═════ EXERCISE DATA ═════
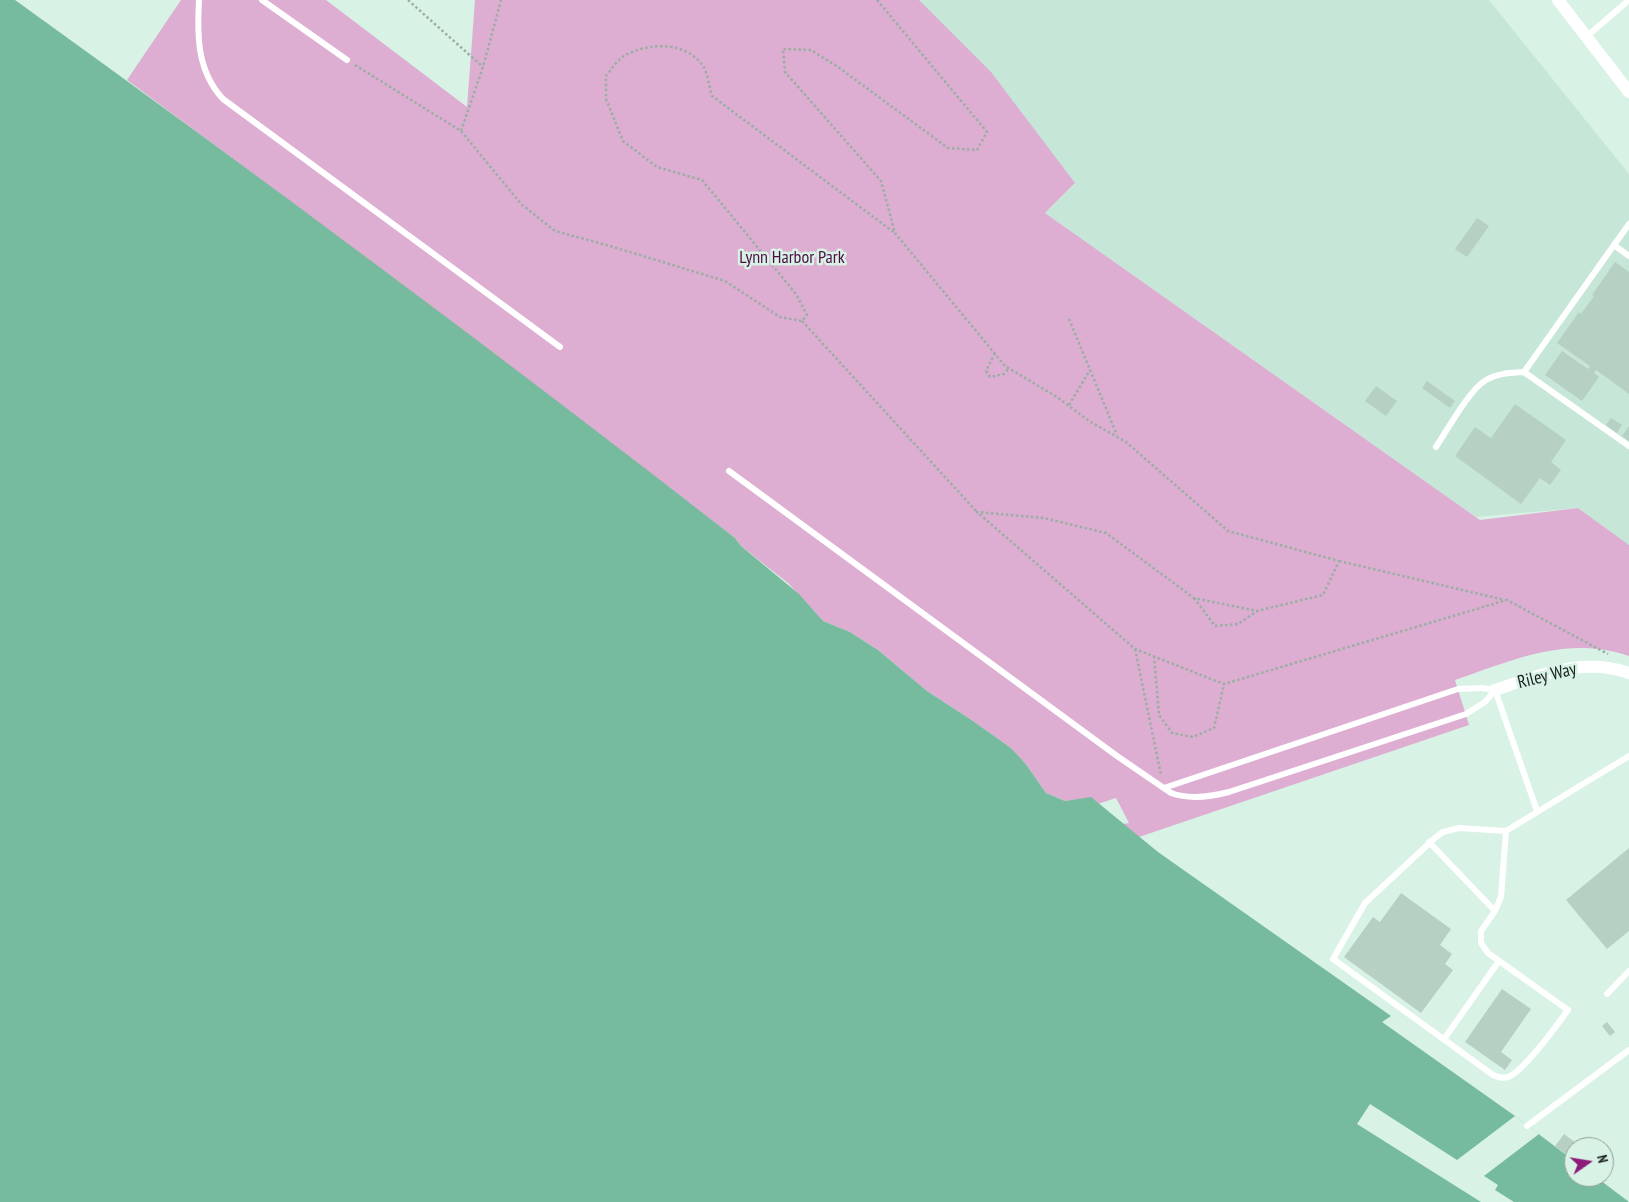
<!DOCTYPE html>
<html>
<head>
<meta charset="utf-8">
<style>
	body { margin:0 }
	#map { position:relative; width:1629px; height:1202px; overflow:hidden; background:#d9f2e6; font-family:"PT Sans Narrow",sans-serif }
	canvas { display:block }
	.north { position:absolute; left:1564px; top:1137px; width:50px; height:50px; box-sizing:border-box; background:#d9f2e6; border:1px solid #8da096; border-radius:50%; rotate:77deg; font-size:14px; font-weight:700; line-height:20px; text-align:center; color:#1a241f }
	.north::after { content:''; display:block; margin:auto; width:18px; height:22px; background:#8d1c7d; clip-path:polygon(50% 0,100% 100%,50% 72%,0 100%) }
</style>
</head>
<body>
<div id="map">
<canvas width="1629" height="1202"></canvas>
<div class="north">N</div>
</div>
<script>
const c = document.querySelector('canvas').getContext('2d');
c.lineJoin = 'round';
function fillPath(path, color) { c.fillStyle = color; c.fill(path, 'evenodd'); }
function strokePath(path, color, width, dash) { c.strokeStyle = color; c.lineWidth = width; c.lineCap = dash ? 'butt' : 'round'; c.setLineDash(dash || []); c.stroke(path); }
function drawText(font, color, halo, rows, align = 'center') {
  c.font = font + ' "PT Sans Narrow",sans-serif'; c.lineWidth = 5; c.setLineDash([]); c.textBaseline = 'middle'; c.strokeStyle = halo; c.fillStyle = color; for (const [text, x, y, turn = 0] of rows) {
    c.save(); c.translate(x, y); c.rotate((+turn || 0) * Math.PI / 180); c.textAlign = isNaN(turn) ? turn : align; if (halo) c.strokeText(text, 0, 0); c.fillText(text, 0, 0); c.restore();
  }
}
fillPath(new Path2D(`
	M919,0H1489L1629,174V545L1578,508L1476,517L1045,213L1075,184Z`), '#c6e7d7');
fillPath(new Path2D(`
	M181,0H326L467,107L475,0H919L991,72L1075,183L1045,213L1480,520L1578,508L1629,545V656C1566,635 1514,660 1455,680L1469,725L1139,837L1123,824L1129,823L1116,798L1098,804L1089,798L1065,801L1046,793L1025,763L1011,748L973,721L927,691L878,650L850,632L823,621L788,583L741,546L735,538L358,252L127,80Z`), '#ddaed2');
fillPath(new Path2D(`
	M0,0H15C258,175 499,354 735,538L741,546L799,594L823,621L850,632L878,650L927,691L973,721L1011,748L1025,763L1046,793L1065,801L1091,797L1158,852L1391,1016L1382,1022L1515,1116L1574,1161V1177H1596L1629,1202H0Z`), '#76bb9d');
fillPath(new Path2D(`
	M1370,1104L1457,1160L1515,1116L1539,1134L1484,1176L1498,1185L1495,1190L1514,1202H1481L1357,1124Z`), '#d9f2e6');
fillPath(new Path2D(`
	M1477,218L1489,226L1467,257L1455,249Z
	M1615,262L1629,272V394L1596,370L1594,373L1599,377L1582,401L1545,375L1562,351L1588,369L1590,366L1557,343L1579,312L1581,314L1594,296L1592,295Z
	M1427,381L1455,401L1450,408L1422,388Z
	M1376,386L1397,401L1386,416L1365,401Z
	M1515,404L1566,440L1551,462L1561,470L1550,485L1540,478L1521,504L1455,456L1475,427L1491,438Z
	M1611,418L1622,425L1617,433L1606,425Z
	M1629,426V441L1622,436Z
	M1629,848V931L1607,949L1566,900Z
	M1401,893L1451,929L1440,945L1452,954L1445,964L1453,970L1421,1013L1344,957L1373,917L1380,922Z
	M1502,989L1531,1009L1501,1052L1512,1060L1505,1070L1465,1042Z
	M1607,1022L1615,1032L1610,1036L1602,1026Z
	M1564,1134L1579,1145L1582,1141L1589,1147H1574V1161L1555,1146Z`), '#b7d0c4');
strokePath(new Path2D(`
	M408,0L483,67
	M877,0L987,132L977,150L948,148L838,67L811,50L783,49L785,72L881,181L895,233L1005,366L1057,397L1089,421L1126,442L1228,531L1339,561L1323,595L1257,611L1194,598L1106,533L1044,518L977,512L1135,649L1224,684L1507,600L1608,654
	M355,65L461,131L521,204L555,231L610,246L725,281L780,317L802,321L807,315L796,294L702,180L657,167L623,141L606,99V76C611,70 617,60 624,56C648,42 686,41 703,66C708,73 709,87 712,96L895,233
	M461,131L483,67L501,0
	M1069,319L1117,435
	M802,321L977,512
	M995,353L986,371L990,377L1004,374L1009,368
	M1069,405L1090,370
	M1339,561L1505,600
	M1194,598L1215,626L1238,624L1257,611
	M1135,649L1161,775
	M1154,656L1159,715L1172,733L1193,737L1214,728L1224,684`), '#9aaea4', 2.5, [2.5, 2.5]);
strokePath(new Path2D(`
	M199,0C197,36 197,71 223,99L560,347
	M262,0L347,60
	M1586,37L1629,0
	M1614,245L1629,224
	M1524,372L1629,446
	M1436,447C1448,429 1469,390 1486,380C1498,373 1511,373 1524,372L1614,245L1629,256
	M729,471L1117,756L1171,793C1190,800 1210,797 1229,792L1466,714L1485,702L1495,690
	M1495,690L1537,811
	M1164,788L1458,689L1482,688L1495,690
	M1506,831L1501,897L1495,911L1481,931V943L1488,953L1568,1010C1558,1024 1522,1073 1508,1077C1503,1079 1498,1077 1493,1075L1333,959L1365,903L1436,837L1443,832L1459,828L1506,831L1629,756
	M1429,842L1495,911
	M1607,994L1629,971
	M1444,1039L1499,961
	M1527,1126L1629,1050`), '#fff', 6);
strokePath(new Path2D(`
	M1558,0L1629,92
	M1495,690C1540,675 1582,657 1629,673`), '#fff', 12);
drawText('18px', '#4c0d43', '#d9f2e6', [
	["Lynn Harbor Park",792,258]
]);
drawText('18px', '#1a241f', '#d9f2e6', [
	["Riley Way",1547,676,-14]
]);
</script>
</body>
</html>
═════
═════ EXERCISE DATA ═════
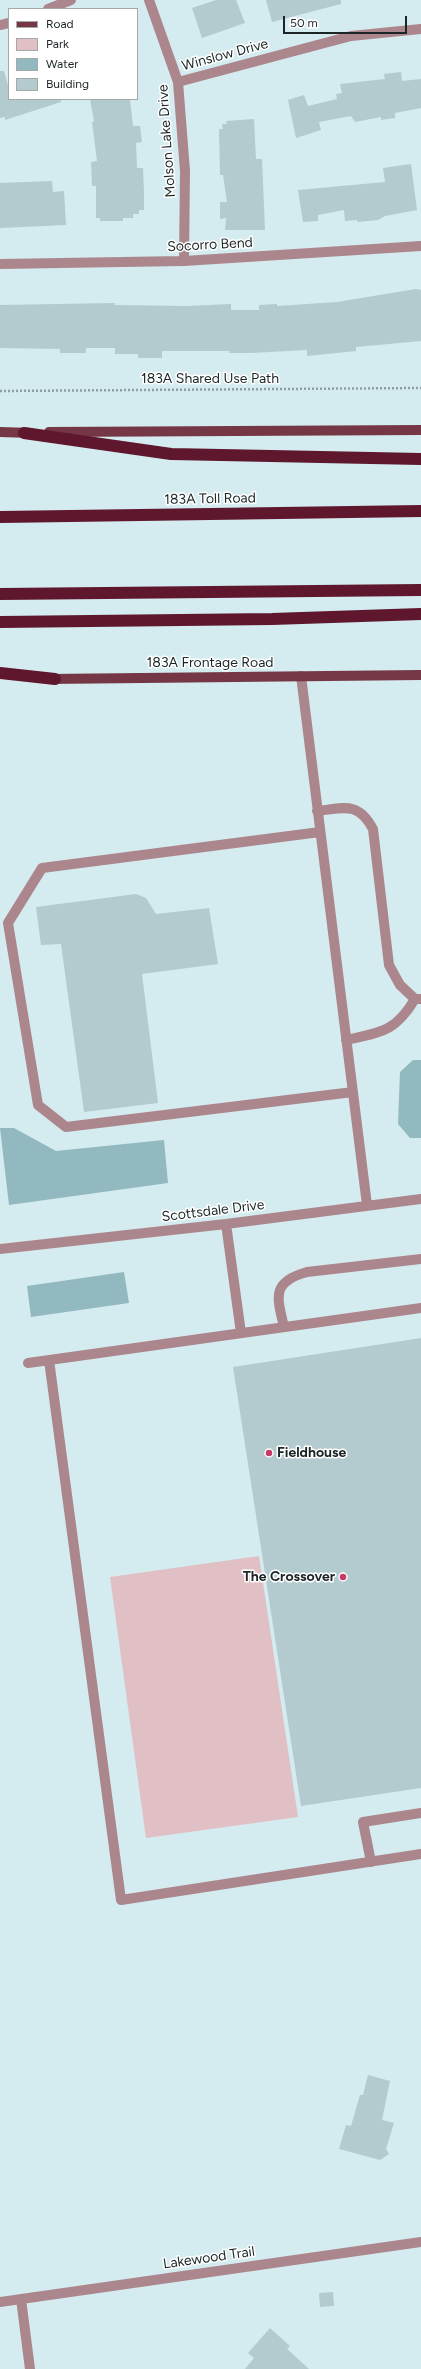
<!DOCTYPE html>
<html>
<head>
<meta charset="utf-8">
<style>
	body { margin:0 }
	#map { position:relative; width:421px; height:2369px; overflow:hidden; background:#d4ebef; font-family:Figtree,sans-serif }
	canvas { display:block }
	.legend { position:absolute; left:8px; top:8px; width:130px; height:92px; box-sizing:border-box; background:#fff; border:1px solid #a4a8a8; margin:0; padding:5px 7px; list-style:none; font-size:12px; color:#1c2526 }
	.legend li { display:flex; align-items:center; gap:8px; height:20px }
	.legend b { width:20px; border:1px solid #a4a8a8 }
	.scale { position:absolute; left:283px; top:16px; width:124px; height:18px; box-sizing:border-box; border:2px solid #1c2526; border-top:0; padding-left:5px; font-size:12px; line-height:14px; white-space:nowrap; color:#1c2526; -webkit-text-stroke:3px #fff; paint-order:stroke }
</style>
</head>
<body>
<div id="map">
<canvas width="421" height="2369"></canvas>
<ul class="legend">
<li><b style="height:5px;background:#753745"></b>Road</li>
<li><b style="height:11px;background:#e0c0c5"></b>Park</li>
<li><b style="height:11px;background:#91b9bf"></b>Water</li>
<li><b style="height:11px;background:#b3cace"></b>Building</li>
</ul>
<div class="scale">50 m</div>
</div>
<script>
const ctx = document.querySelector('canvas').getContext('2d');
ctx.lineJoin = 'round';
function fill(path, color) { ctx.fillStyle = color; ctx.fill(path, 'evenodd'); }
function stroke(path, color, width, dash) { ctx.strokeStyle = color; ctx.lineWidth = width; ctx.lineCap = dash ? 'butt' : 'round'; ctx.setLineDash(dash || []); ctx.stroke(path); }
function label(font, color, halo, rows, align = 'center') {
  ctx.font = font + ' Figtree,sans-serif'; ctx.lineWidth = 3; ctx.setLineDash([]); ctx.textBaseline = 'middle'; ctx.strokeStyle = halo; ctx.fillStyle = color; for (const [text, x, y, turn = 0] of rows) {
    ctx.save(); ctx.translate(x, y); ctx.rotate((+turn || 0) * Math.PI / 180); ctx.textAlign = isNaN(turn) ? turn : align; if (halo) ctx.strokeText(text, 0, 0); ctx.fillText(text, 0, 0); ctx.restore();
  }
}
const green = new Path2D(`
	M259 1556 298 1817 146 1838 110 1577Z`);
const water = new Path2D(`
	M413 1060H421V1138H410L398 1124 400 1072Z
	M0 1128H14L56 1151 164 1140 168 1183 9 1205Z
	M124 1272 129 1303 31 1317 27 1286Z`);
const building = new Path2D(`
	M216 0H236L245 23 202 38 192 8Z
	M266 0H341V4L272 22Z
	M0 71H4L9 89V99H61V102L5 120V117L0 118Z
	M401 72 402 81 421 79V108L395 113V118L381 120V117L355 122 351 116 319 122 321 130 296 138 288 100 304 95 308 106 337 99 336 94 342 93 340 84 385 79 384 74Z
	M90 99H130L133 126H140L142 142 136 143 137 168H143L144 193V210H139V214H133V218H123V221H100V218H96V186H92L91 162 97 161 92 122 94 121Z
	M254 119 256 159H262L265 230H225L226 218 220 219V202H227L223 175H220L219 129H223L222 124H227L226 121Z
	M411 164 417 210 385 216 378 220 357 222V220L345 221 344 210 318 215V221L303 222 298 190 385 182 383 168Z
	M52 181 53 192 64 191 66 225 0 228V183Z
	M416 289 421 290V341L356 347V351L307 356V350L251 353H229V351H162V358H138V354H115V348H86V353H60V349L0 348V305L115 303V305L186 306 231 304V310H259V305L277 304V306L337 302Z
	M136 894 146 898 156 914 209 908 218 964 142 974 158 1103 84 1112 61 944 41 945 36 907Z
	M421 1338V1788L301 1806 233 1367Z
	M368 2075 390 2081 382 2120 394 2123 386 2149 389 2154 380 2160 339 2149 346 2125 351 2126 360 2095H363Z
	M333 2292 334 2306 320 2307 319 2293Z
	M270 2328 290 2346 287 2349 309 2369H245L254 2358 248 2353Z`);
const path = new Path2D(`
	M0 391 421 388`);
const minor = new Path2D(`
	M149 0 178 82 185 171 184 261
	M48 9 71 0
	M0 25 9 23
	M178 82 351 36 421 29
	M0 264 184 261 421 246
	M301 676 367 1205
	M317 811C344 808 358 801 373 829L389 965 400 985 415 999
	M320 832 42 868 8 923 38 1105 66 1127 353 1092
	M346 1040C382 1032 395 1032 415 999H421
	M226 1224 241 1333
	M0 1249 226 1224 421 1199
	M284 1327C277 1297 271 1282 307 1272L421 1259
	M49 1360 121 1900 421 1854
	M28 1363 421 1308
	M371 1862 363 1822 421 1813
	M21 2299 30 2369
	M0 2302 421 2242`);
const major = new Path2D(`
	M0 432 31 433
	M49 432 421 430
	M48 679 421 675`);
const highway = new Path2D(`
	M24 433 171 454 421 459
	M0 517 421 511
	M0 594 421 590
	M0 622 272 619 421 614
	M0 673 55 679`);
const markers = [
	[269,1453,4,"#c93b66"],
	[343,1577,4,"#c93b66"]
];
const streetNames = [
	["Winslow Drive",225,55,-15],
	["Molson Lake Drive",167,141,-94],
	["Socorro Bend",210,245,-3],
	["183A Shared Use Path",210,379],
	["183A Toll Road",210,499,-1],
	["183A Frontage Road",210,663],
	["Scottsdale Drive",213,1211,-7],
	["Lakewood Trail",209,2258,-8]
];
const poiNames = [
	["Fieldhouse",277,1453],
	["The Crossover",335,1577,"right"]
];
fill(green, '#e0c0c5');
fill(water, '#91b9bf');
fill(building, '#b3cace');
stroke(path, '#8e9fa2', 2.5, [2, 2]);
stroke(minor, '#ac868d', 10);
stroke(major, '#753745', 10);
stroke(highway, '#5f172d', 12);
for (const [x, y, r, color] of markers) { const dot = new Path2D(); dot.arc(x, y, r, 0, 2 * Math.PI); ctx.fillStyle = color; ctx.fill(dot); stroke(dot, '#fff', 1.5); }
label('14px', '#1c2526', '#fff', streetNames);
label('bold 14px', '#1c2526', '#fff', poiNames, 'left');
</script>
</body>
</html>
═════
EXERCISE REQUIREMENTS
Using the listing above, return word for word each line from the one that has "function strokePath(path, color, width, dash)" through the one that has "function drawText(font, color, halo, rows, align", and no line outside that range.

RESULT OF THIS EXERCISE
function strokePath(path, color, width, dash) { c.strokeStyle = color; c.lineWidth = width; c.lineCap = dash ? 'butt' : 'round'; c.setLineDash(dash || []); c.stroke(path); }
function drawText(font, color, halo, rows, align = 'center') {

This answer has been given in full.